▸ What you need to do:
Repeat the entries below exactly. Drop the pictures.

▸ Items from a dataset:
*** Block opens ***
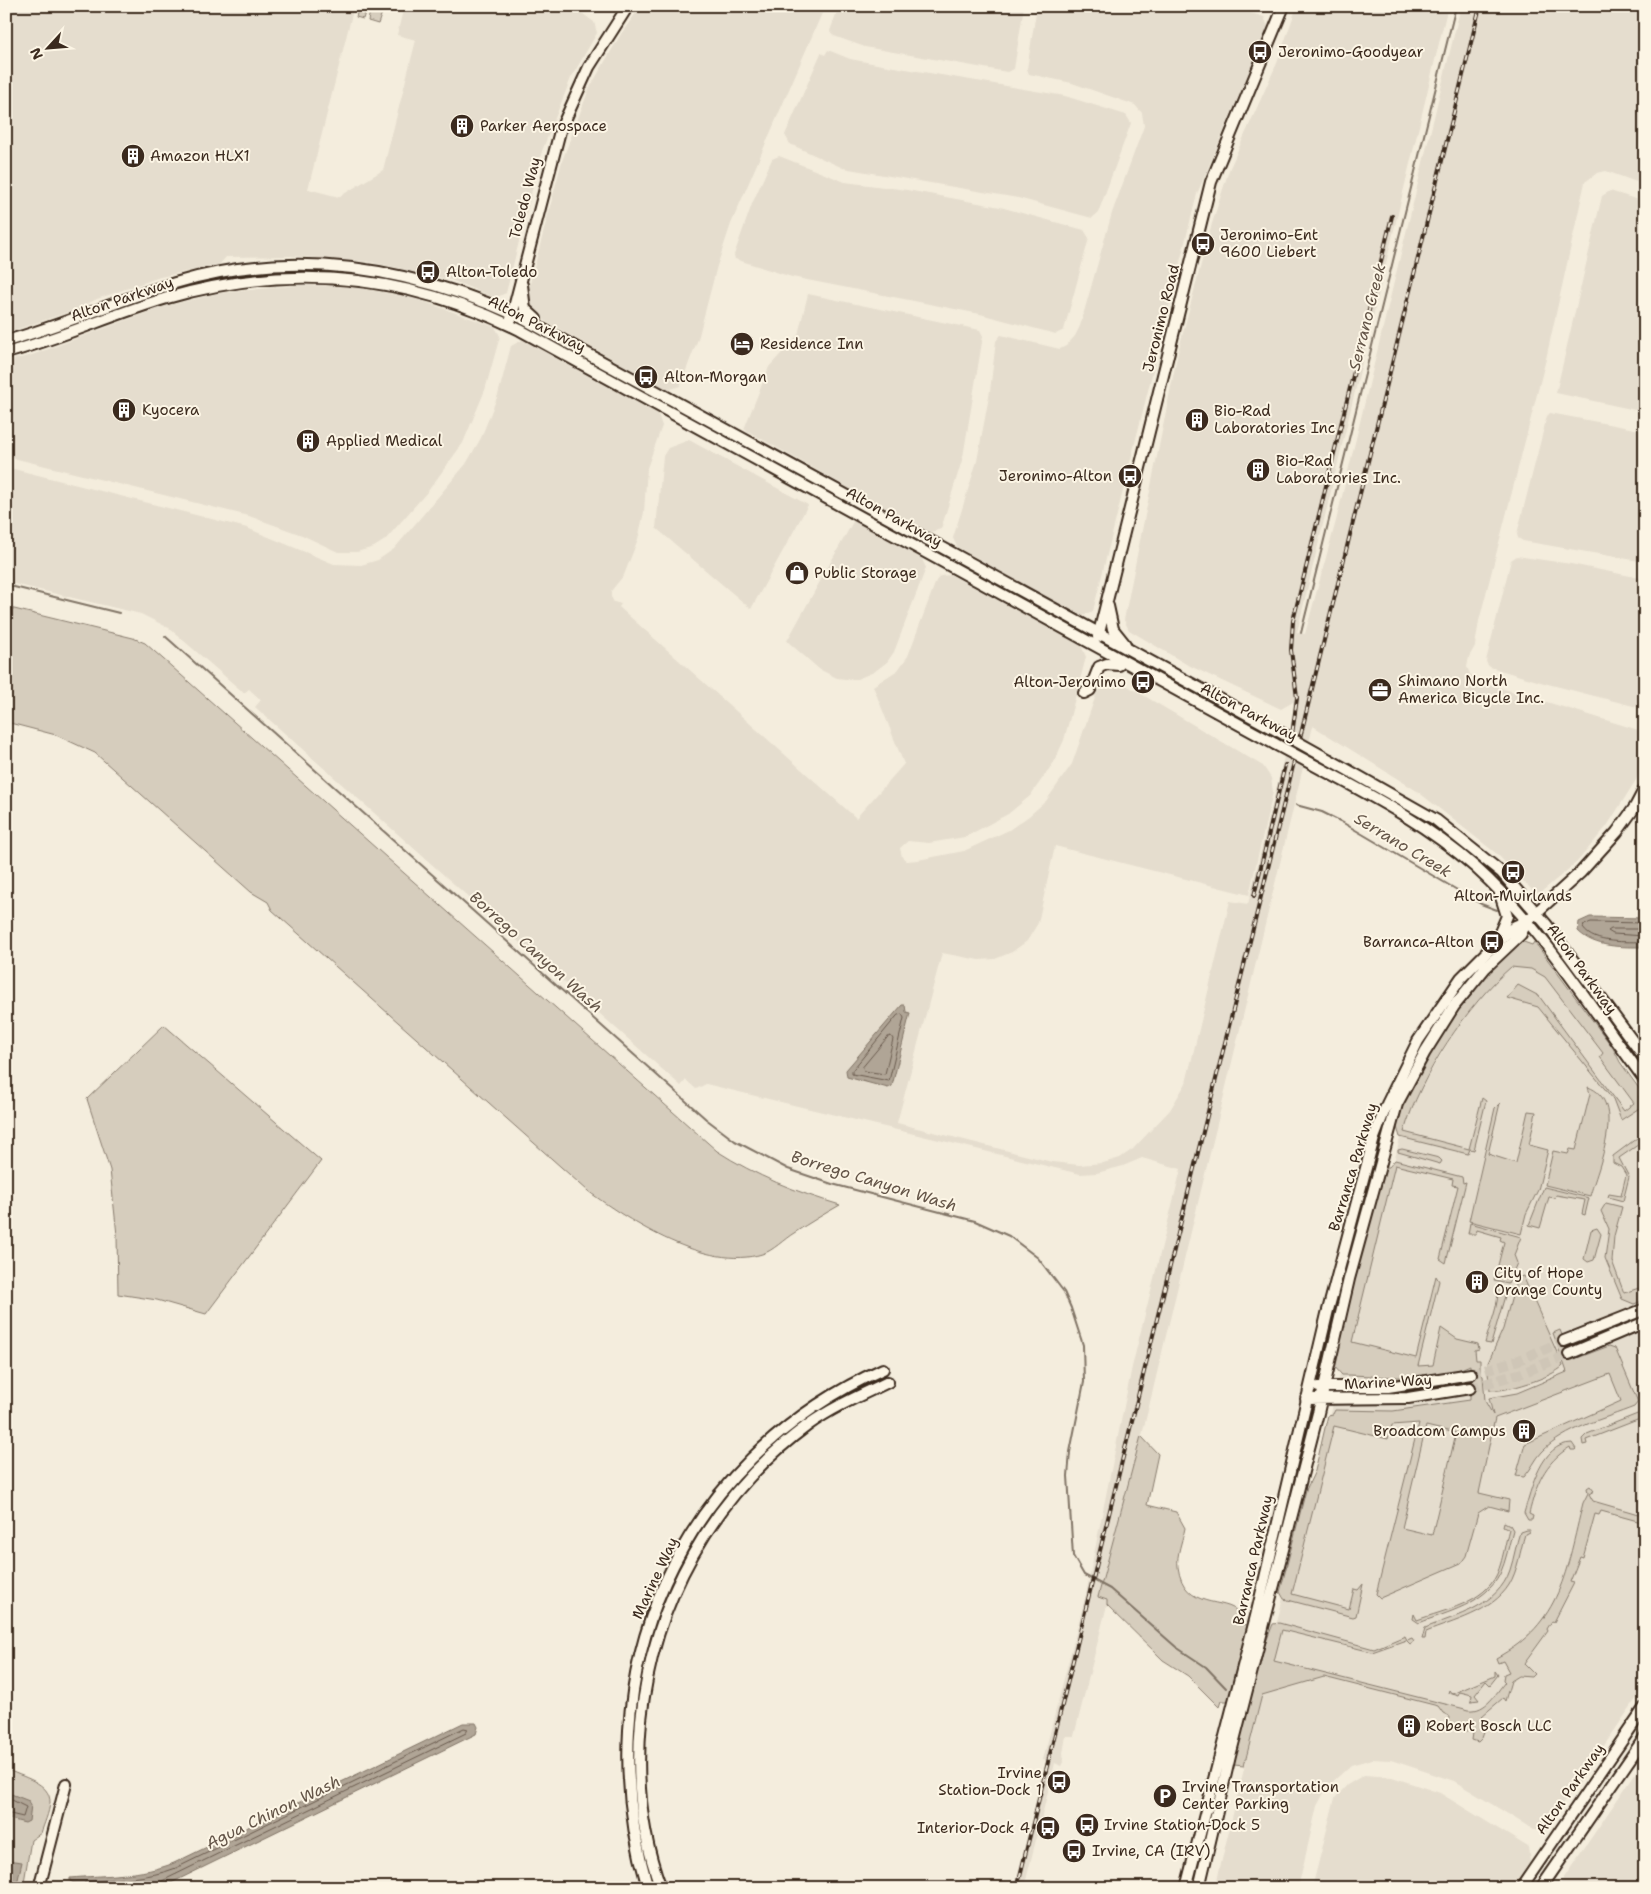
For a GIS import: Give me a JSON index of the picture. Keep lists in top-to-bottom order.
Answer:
{
  "streets": {
    "main road": [
      "Toledo Way",
      "Alton Parkway",
      "Jeronimo Road",
      "Barranca Parkway",
      "Marine Way"
    ]
  },
  "crossings": [
    ["Toledo Way", "Alton Parkway"],
    ["Alton Parkway", "Jeronimo Road"],
    ["Alton Parkway", "Barranca Parkway"],
    ["Barranca Parkway", "Marine Way"]
  ],
  "water": ["Serrano Creek", "Borrego Canyon Wash", "Agua Chinon Wash"],
  "places": {
    "bus stop": [
      "Jeronimo-Goodyear",
      "Jeronimo-Ent 9600 Liebert",
      "Alton-Toledo",
      "Alton-Morgan",
      "Jeronimo-Alton",
      "Alton-Jeronimo",
      "Alton-Muirlands",
      "Barranca-Alton",
      "Irvine Station-Dock 1",
      "Irvine Station-Dock 5",
      "Interior-Dock 4",
      "Irvine, CA (IRV)"
    ],
    "building": [
      "Parker Aerospace",
      "Amazon HLX1",
      "Kyocera",
      "Bio-Rad Laboratories Inc",
      "Applied Medical",
      "Bio-Rad Laboratories Inc.",
      "City of Hope Orange County",
      "Broadcom Campus",
      "Robert Bosch LLC"
    ],
    "hotel": ["Residence Inn"],
    "shop": ["Public Storage"],
    "office": ["Shimano North America Bicycle Inc."],
    "parking": ["Irvine Transportation Center Parking"]
  },
  "north": "bottom left"
}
*** Block closes ***
▸ Task result:
For a GIS import: Give me a JSON index of the picture. Keep lists in top-to-bottom order.
Answer:
{
  "streets": {
    "main road": [
      "Toledo Way",
      "Alton Parkway",
      "Jeronimo Road",
      "Barranca Parkway",
      "Marine Way"
    ]
  },
  "crossings": [
    ["Toledo Way", "Alton Parkway"],
    ["Alton Parkway", "Jeronimo Road"],
    ["Alton Parkway", "Barranca Parkway"],
    ["Barranca Parkway", "Marine Way"]
  ],
  "water": ["Serrano Creek", "Borrego Canyon Wash", "Agua Chinon Wash"],
  "places": {
    "bus stop": [
      "Jeronimo-Goodyear",
      "Jeronimo-Ent 9600 Liebert",
      "Alton-Toledo",
      "Alton-Morgan",
      "Jeronimo-Alton",
      "Alton-Jeronimo",
      "Alton-Muirlands",
      "Barranca-Alton",
      "Irvine Station-Dock 1",
      "Irvine Station-Dock 5",
      "Interior-Dock 4",
      "Irvine, CA (IRV)"
    ],
    "building": [
      "Parker Aerospace",
      "Amazon HLX1",
      "Kyocera",
      "Bio-Rad Laboratories Inc",
      "Applied Medical",
      "Bio-Rad Laboratories Inc.",
      "City of Hope Orange County",
      "Broadcom Campus",
      "Robert Bosch LLC"
    ],
    "hotel": ["Residence Inn"],
    "shop": ["Public Storage"],
    "office": ["Shimano North America Bicycle Inc."],
    "parking": ["Irvine Transportation Center Parking"]
  },
  "north": "bottom left"
}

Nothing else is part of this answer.